Before I got this part, my experience with murder mysteries was severely limited. Once, when I was visiting Washington, D.C. with my mom, we went to see a play called Shear Madness. It was set in a hair salon, and one of the characters had perpetrated this crime, and the twist was the the audience got to vote on who they thought did it. It was pretty funny. Then, for a friend's birthday one year, a big group of us went to see a murder mystery in the San Diego area. That was a big mistake. It was in a restaurant that clearly used to be a Denny's, and the murder mystery started at, like, 5:00, so we were there with all the senior citizen early-bird special diners. The show was incredibly hokey, and the food was even worse than what you would find at Denny's. This was the first time that Mr. Pink had met all my friends, and for some reason, he decided to order the veggie pasta instead of chicken. He's not even a vegetarian. Anyway, that turned out to be the biggest mistake of the night. What he got was spaghetti with a can of Veg-All dumped on top. Totally unappetizing.
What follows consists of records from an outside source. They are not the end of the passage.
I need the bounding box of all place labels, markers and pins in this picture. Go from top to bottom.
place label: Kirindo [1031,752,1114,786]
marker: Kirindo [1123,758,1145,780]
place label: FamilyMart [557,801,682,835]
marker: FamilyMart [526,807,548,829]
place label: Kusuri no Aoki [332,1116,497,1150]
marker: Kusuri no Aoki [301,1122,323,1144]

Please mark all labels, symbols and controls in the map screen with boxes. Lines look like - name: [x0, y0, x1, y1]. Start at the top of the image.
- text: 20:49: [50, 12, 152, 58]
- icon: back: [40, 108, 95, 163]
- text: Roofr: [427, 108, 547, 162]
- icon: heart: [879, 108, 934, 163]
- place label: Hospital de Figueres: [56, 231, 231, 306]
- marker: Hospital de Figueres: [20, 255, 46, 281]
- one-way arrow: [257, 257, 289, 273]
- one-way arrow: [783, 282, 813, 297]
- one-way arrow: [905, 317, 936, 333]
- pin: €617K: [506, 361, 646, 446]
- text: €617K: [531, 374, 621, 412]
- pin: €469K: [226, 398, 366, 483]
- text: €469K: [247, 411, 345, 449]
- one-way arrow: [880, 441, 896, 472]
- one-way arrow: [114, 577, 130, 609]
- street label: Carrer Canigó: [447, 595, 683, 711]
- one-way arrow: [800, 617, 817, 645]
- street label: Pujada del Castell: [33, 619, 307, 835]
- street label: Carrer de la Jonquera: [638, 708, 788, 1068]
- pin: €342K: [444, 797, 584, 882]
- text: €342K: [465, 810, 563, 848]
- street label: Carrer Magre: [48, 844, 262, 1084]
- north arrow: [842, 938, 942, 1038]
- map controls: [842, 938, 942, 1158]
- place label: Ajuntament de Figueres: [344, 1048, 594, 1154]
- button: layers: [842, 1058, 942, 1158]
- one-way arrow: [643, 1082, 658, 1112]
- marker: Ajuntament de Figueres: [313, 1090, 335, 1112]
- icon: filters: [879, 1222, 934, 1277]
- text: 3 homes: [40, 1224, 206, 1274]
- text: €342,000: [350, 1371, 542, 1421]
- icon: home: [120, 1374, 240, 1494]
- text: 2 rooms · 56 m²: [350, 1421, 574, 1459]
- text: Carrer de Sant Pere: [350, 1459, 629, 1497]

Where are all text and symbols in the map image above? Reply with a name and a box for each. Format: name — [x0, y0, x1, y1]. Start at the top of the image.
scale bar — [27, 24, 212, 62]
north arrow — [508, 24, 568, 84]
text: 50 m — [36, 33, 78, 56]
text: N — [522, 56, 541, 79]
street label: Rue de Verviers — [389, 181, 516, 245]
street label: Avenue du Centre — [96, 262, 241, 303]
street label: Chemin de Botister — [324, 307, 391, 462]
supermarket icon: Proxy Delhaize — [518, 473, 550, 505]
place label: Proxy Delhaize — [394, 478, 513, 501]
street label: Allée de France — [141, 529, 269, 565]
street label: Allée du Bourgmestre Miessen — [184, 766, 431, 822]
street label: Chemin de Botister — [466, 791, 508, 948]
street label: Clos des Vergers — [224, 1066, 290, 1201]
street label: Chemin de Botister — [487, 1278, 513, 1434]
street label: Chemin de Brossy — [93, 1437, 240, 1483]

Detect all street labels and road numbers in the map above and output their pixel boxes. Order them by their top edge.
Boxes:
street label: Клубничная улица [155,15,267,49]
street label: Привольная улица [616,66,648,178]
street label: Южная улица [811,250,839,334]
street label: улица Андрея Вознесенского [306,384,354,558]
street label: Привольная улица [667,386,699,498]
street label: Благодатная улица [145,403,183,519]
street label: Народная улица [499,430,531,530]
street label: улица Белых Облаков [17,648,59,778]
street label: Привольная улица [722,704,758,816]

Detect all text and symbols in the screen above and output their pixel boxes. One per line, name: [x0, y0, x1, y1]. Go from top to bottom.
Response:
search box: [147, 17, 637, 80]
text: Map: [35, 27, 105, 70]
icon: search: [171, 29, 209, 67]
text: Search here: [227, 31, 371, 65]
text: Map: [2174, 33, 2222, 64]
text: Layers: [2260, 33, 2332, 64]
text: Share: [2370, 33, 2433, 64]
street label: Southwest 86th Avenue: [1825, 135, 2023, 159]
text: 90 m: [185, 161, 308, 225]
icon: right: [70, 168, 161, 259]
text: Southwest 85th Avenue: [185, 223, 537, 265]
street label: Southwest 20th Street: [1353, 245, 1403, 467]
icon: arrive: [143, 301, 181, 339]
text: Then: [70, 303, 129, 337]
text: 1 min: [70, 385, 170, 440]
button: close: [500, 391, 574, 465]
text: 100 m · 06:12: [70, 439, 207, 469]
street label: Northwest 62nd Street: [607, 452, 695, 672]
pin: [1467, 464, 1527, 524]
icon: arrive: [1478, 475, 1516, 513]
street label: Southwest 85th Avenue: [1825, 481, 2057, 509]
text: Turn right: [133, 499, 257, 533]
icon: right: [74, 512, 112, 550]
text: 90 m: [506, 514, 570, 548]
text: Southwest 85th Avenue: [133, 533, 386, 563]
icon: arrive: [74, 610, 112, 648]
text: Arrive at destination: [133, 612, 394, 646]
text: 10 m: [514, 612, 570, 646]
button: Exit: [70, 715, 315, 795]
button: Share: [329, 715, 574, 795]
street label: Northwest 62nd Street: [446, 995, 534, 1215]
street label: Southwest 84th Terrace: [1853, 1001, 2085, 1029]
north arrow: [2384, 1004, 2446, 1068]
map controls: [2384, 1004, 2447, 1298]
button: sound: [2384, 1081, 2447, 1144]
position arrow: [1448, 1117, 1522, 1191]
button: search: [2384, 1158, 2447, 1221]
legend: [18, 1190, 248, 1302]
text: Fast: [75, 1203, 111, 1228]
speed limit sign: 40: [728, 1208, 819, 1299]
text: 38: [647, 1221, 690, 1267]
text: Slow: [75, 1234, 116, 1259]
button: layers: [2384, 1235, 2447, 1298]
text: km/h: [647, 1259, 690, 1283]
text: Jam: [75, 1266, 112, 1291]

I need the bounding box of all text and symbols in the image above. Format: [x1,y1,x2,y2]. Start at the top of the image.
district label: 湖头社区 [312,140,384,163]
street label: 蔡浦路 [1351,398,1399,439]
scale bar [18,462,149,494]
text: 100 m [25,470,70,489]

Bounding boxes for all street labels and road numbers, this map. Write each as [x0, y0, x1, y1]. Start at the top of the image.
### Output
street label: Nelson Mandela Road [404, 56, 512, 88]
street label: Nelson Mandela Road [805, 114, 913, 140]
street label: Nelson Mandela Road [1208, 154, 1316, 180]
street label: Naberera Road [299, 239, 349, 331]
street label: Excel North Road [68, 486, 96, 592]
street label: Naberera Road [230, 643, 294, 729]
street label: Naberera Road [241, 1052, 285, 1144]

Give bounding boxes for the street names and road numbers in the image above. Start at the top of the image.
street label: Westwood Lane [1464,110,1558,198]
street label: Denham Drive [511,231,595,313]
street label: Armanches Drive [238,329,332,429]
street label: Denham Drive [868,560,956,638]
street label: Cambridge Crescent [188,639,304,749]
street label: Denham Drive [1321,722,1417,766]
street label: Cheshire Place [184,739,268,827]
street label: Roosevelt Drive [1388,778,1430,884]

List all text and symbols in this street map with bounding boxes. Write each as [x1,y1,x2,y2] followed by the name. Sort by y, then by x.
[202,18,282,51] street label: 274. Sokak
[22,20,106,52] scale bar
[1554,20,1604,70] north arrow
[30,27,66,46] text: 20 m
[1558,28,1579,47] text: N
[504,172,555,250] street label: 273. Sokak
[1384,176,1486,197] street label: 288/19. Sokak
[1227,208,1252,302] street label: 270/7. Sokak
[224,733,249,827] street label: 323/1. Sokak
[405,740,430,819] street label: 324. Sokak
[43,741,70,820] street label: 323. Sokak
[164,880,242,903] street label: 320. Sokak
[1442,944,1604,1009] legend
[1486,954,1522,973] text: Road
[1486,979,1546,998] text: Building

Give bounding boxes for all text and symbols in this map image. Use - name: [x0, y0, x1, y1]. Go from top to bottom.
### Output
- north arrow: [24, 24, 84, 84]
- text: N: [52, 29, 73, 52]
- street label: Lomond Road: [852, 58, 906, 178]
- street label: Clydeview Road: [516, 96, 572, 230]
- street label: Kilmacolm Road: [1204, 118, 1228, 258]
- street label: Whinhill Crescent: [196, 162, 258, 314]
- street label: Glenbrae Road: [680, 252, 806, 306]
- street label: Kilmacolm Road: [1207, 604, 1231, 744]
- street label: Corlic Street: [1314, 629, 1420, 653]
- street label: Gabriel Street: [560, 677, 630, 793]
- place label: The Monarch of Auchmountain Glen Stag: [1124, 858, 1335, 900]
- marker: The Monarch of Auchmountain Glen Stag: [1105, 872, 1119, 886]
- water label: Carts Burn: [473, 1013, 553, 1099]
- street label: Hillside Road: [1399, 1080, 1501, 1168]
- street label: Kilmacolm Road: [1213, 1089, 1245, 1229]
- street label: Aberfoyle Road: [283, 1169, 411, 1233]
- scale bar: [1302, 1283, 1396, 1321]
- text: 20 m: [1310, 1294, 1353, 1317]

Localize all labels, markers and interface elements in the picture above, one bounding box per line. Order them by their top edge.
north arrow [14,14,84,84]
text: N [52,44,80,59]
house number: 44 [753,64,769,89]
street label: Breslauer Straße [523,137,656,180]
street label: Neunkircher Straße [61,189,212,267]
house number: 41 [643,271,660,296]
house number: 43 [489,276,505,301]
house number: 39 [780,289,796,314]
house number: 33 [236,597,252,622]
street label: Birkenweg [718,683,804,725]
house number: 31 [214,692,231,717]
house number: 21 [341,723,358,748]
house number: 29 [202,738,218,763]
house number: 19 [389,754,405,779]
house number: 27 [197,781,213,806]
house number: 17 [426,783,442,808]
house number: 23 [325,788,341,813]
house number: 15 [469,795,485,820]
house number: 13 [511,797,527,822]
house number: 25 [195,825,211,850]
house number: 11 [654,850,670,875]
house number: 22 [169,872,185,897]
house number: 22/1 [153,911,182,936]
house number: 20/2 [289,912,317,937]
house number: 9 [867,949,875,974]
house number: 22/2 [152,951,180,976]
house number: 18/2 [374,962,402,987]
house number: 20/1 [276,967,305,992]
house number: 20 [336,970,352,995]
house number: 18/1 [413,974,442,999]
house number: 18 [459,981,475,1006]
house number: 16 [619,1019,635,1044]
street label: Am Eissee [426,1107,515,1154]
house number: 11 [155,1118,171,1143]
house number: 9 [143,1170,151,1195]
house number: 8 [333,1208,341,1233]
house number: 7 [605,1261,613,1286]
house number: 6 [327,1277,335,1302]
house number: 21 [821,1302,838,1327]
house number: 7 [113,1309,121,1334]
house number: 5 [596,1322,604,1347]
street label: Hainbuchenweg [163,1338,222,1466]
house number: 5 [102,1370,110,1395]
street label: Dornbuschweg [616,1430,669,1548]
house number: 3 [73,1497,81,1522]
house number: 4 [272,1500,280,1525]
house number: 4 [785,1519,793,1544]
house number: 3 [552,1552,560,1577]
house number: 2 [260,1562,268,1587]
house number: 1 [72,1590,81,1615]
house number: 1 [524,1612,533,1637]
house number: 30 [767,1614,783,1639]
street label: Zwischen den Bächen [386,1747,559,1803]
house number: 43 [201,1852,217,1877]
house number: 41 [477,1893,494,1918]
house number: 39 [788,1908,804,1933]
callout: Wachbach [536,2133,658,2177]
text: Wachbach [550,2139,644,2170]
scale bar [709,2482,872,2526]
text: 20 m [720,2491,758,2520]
The chicken was dry, but edible. For dessert, we had red Jell-O topped with Redi-Wip. The actors were all playing gamely along, but the show was just silly. I felt kind of sorry for them.

So, fast-forward to my experience as a player in a murder mystery. I had some trepidation, but I was going to get paid, so I figured, how bad could it be. Well, it wasn't quite as bad as the San Diego production, but it was close. The first time we did it was for a group of students up at Sonoma State. At first, they seemed to be pretty into it. My character's name was "Helen Hywater" and I was mingling with the crowd and getting some laughs. But as soons as the free food was gone (spaghetti--no Veg-All, though), the students fled. So, we were left playing to a half-empty, exceedingly brightly-lit room. And it was sort of a ludicrous script about dueling archeological societies. I did, however, get paid at the end of the night, and it wasn't a bad fee for a couple of hours' work.

The next time the guy called me, he said we were going to do the same show, but it would be even better because we had already practiced it once. And, we were booked for three consecutive shows, which meant a nice chunk of change for me. So, I agreed to do it again. This time, things went terribly awry.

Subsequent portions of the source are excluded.